Posey's mother, Julie, pointed out that while the athletes struggle to make ends meet, everyone around them is cashing in on their hard work. A local Utah father, who is supporting two Division I football players at different schools, agrees — a full ride scholarship doesn't cover everything.
"So it's already a financial strain on a family," Posie's mother told the Columbus Dispatch. "The whole thing requires money, but they — the NCAA — don't want to give it to them. The NCAA is saying, 'Well, if they gave them money, they no longer have amateur status.' Well, guess what? College football and basketball players are the only amateurs not receiving any money that I see plastered all over the TV and on magazines. They're not amateurs. Who do they think they're kidding? The NCAA certainly doesn't look at them as amateurs. If they did, they wouldn't be making money off them."
Steve Martinez, a local father who has a son, John Martinez, at USC, and another, Keni Kaufusi, at University of California-Berkley, said he's tempted to fly to NCAA headquarters in Indiana and let them know just what he thinks of their ridiculously inconsistent and unrealistic rules.
Here is the way Martinez explained it:
I vaguely understood that USC had to be punished concerning Reggie Bush, for its lack of supervision of its very high profile (can I say world-famous?) football team. I also understood trying to keep track of 300 student athletes — and their relatives — with a small one-and-a-half people is an impossible task. But I do know what I was personally told at every "mandatory" parent gathering that I attended. I was told a few simple rules.
Rule No. 1 — Never do anything that will embarrass the university or hurt the team.
This is pretty simple to me. You are not in this alone. Every time you think about doing something questionable, or even something fairly ordinary for a late teen, early 20s kid, think about the guys you spend all your time with. If you are going to do something that hurts them, your friends, your roommates or your brothers, don't do it!

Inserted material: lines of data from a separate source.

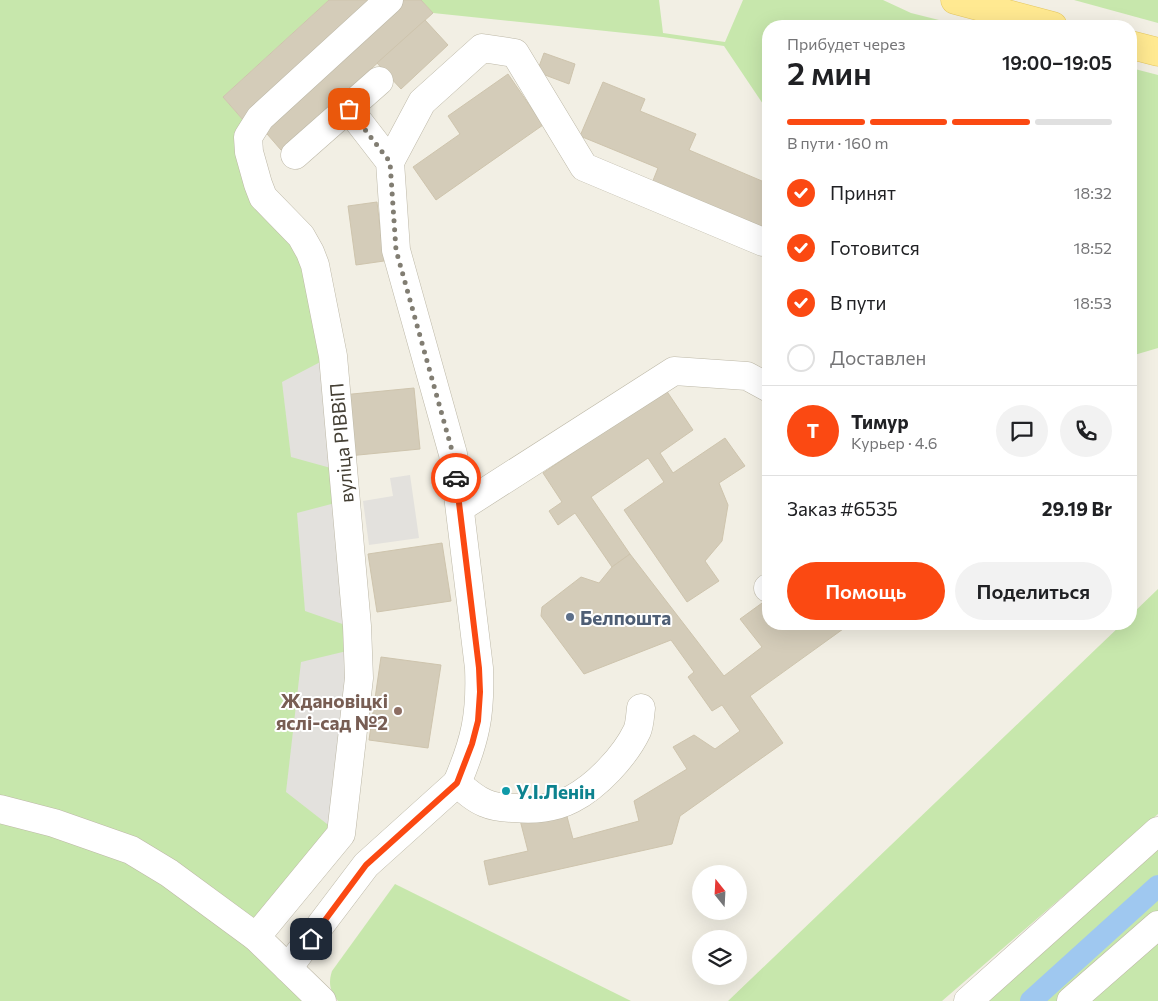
<!DOCTYPE html>
<html lang="ru">
<meta charset="utf-8">
<style>
:root{--surface:#fff;--page:#f2f2f2;--text:#202124;--muted:#757577;--line:#e0e0e0;--accent:#fb4912}
body{margin:0;font-family:Commissioner,sans-serif;background:var(--page);color:var(--text);height:100vh;display:flex;flex-direction:column;font-size:19px;white-space:nowrap}
*{box-sizing:border-box;margin:0}
p{font-size:16px;color:var(--muted)}
.icon{flex:none;width:28px;height:28px;fill:none;stroke:currentColor;stroke-width:2;stroke-linecap:round;stroke-linejoin:round}
.map{position:relative;flex:1;overflow:hidden}
.details{position:absolute;left:762px;top:20px;width:375px;height:610px;display:flex;flex-direction:column;background:var(--surface);border-radius:20px;box-shadow:0 5px 20px #0002}
.details>*{flex:none}
.needle{width:32px;rotate:342deg}
.fabs{position:absolute;left:692px;top:865px;display:grid;gap:10px}
.fabs a{display:grid;place-items:center;width:55px;height:55px;border-radius:50%;background:var(--surface);box-shadow:0 5px 20px #0002;font-size:25px}
.pin{position:absolute;display:grid;place-items:center;width:42px;height:42px;color:#fff;margin:-21px;border-radius:10px;box-shadow:0 2px 8px #0006}
.courier{position:absolute;display:grid;place-items:center;width:50px;height:50px;margin:-25px;border:4px solid #fb4912;border-radius:50%;background:#fff;color:#222;box-shadow:0 1px 6px #0007}
.summary em{font-style:normal;font-weight:600}
.summary div{display:flex;flex-direction:column-reverse}
.summary{display:flex;align-items:center;justify-content:space-between;height:85px;padding:0 25px}
h1{font-size:32px;font-weight:600;line-height:38px}
.bar{display:grid;grid-template-columns:repeat(4,1fr);gap:8px 5px;align-content:center;height:60px;padding:0 25px}
.bar i{height:6px;border-radius:4px;background:var(--line)}
.bar .active{background:var(--accent)}
.bar p{grid-column:span 4}
.line{display:flex;align-items:center;gap:12px;padding:0 25px;border-top:1px solid var(--line)}
.line div{flex:1}
.round{display:grid;place-items:center;flex:none;width:52px;height:52px;border-radius:26px;background:var(--page)}
ol{padding:0 25px;list-style:none}
li{display:flex;align-items:center;gap:15px;height:55px}
li p{margin-inline-start:auto}
li .icon{padding:5px;border-radius:50%;background:var(--accent);color:#fff;stroke-width:4}
li:last-child{color:var(--muted)}
li i{width:28px;height:28px;border:2px solid var(--line);border-radius:50%}
.cta{display:flex;gap:10px;margin-top:auto;padding:10px 25px}
.cta a{flex:1;height:58px;border-radius:30px;background:var(--accent);color:#fff;font-size:20px;font-weight:600;line-height:58px;text-align:center}
.cta a+a{background:var(--page);color:var(--text)}
.map>svg:first-child{display:block}
.green{fill:#c7e7ac}
.parking{fill:#e3e1dd}
.lines{fill:none;stroke-linecap:round;stroke-linejoin:round}
.canal{stroke:#9fc8f0;stroke-width:22}
.building{fill:#d4ccb9;stroke:#cec4ad}
.minor-casing{stroke:#bdb8a7;stroke-width:29}
.major-casing{stroke:#e4c760;stroke-width:29}
.minor{stroke:#fff;stroke-width:28}
.major{stroke:#ffe991;stroke-width:28}
.done{stroke:#817d72;stroke-width:5;stroke-dasharray:0 9}
.route{stroke:#fb4912;stroke-width:6}
.service-dot{fill:#5c6f8a;stroke:#fff;stroke-width:2}
.education-dot{fill:#8d6e63;stroke:#fff;stroke-width:2}
.culture-dot{fill:#0f9aa8;stroke:#fff;stroke-width:2}
.labels{text-anchor:middle;dominant-baseline:central;stroke-width:4;stroke-linejoin:round;paint-order:stroke}
.street-label{font-size:19px;fill:#443f34;stroke:#fff}
.service-label{font-size:19px;font-weight:bold;fill:#4e5e75;stroke:#fff;text-anchor:start}
.education-label{font-size:19px;font-weight:bold;fill:#785e54;stroke:#fff;text-anchor:end}
.culture-label{font-size:19px;font-weight:bold;fill:#0d838f;stroke:#fff;text-anchor:start}
</style>
<div class="map">
<svg width="1158" height="1001" viewBox="0 0 1158 1001">
<rect width="100%" height="100%" fill="#f2efe4"/>
<g class="green">
<path d="M0 0H329L223 97 244 121 245 138 307 253 338 470 351 627 336 831 259 926 0 798Z"/>
<path d="M421 0H659L663 33 725 42 743 0H883L911 13 963 26H769V113L724 46 663 37 433 13Z"/>
<path d="M1074 0H1158V23Z"/>
<path d="M1131 68 1158 75V348L1131 356Z"/>
<path d="M1158 589V814L942 1001H728L1122 624H1131V615Z"/>
<path d="M0 819 131 863 242 942 302 1001H0Z"/>
<path d="M1158 844V920L1066 1001H983Z"/>
<path d="M395 884 631 1001H338C330 992 328 983 332 971Z"/>
<path d="M1158 929V1001H1076Z"/>
</g>
<g class="parking">
<path d="M328 358 338 470 291 457 282 382Z"/>
<path d="M410 475 419 538 369 545 363 501 393 496 390 478Z"/>
<path d="M339 502 351 627 305 611 297 513Z"/>
<path d="M351 650 336 831 286 792 301 662Z"/>
</g>
<g class="lines">
<path class="canal" d="M1031 1001 1158 886"/>
</g>
<g class="building">
<path d="M329 0H377L244 121 223 97Z"/>
<path d="M401 0H421L433 13 281 150 261 127Z"/>
<path d="M425 20 448 45 401 89 377 63Z"/>
<path d="M544 53 575 64 569 84 537 72Z"/>
<path d="M508 74 543 125 436 200 413 167 460 134 448 116Z"/>
<path d="M603 82 645 99 640 111 696 134 689 150 769 184V224L766 231 652 183 658 168 580 136Z"/>
<path d="M377 202 384 261 356 265 348 206Z"/>
<path d="M414 388 420 449 348 456 342 395Z"/>
<path d="M666 390 693 430 660 453 673 473 725 438 745 466 719 483 728 505 722 541 705 561 719 581 687 602 624 510 664 482 648 458 591 497 630 554 612 567 575 513 558 525 549 511 562 502 543 473Z"/>
<path d="M442 543 451 601 377 612 368 554Z"/>
<path d="M630 554 724 676 762 647 740 619 769 598V624H850L750 696 783 743 680 816 672 844 489 885 484 861 528 851 520 820 565 809 573 839 639 821 634 801 687 769 673 747 694 735 715 749 740 731 722 705 712 711 688 677 694 672 671 640 584 674 541 616 542 607 581 577 599 583 612 567Z"/>
<path d="M381 657 441 665 428 748 369 740Z"/>
</g>
<g class="lines">
<g class="minor-casing">
<g id="minor">
<path d="M349 109 390 162 396 250 453 454 479 668C481 715 475 741 457 783"/>
<path d="M295 155 379 81"/>
<path d="M390 162 422 102 482 48 515 53 584 167 763 242"/>
<path d="M460 508 674 371 747 376 769 388"/>
<path d="M768 588H769"/>
<path d="M0 809 54 823 131 850 169 873 256 937 322 1001"/>
<path d="M256 937 341 834 359 678 357 626 333 356 315 265 310 252 301 236 263 197 258 184 249 152 248 137 260 118 389 0"/>
<path d="M288 968 366 865 457 783C466 791 475 799 485 803 494 807 506 808 515 808 533 810 555 808 572 799 597 786 625 756 637 731 640 724 640 715 641 708"/>
<path d="M968 1001 1158 831"/>
<path d="M1071 1001 1158 925"/>
</g>
</g>
<g class="major-casing">
<g id="major">
<path d="M955 0 1053 26"/>
<path d="M1131 45 1158 52"/>
</g>
</g>
<use href="#minor" class="minor"/>
<use href="#major" class="major"/>
</g>
<g class="lines">
<path class="done" d="M349 109 390 162 396 250 453 454 456 478"/>
<path class="route" d="M311 939 366 865 457 783 472 744 478 721 480 692 479 668 456 478"/>
</g>
<circle class="service-dot" cx="570" cy="617" r="5"/>
<circle class="education-dot" cx="398" cy="711" r="5"/>
<circle class="culture-dot" cx="506" cy="791" r="5"/>
<g class="labels">
<g class="street-label">
<text transform="translate(341 443) rotate(-95)">вуліца РІВВіП</text>
</g>
<g class="service-label">
<text x="580" y="617">Белпошта</text>
</g>
<g class="education-label">
<text x="388" y="700">Ждановіцкі<tspan x="388" dy="22">яслі-сад №2</tspan></text>
</g>
<g class="culture-label">
<text x="516" y="791">У.І.Ленін</text>
</g>
</g>
</svg>
<div class="fabs">
<a><svg class="needle" viewBox="-14 -14 28 28"><path d="M0-13l5 13h-10z" fill="#e53935"/><path d="M0 13l5-13h-10z" fill="#757577"/></svg></a>
<a><svg class="icon" aria-label="layers" viewBox="0 0 24 24"><path d="M12 4l9 5-9 5-9-5zM3 14l9 5 9-5"/></svg></a>
</div>
<div class="pin" style="left:349px;top:109px;background:#ea580c"><svg class="icon" aria-label="bag" viewBox="0 0 24 24"><path d="M5 8h14l-1 12H6zM9 8a3 3 0 0 1 6 0"/></svg></div>
<div class="pin" style="left:311px;top:939px;background:#1f2937"><svg class="icon" aria-label="home" viewBox="0 0 24 24"><path d="M3 11l9-7 9 7M6 9v11h12V9"/></svg></div>
<div class="courier" style="left:456px;top:478px"><svg class="icon" aria-label="car" viewBox="0 0 24 24"><path d="M5 17H2v-5l4-1 3-4h7l3 4 3 1v5h-3M9 17h6M6 11h13"/><circle cx="7" cy="17" r="2"/><circle cx="17" cy="17" r="2"/></svg></div>
<section class="details">
<div class="summary"><div><h1>2 мин</h1><p>Прибудет через</p></div><em>19:00–19:05</em></div>
<div class="bar"><i class="active"></i><i class="active"></i><i class="active"></i><i></i><p>В пути · 160 m</p></div>
<ol>
<li><svg class="icon" aria-label="check" viewBox="0 0 24 24"><path d="M5 12l5 5 9-10"/></svg>Принят<p>18:32</p></li>
<li><svg class="icon" aria-label="check" viewBox="0 0 24 24"><path d="M5 12l5 5 9-10"/></svg>Готовится<p>18:52</p></li>
<li><svg class="icon" aria-label="check" viewBox="0 0 24 24"><path d="M5 12l5 5 9-10"/></svg>В пути<p>18:53</p></li>
<li><i></i>Доставлен</li>
</ol>
<div class="line" style="height:90px"><b class="round" style="background:var(--accent);color:#fff">Т</b><div><b>Тимур</b><p>Курьер · 4.6</p></div><a class="round"><svg class="icon" aria-label="chat" viewBox="0 0 24 24"><path d="M4 5h16v11H9l-5 4z"/></svg></a><a class="round"><svg class="icon" aria-label="phone" viewBox="0 0 24 24"><path d="M5 4h4l2 5-3 2q2 4 5 5l2-3 5 2v4C11 20 4 13 5 4z"/></svg></a></div>
<div class="line" style="height:65px"><div>Заказ #6535</div><b>29.19 Br</b></div>
<div class="cta"><a>Помощь</a><a>Поделиться</a></div>
</section>
</div>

Rule No. 2 — The parent is the player.
Everything I do has a reflection on my son's eligibility, his future. I, as a parent, am not allowed to do anything that in any way capitalizes on my son's "celebrity." This means I am not allowed to go to some friendly guy's tailgate and have a hotdog and a drink without paying for it. If I were to get some benefit, due even in part to John and Keni playing college ball, I could get them disqualified from college football, forever.
Rule No. 3 — Don't sell any signed memorabilia. Their autographs aren't supposed to be "worth" anything.
The guys may not sell their team uniforms, track suits, hoodies, backpacks, or bowl gifts to anyone.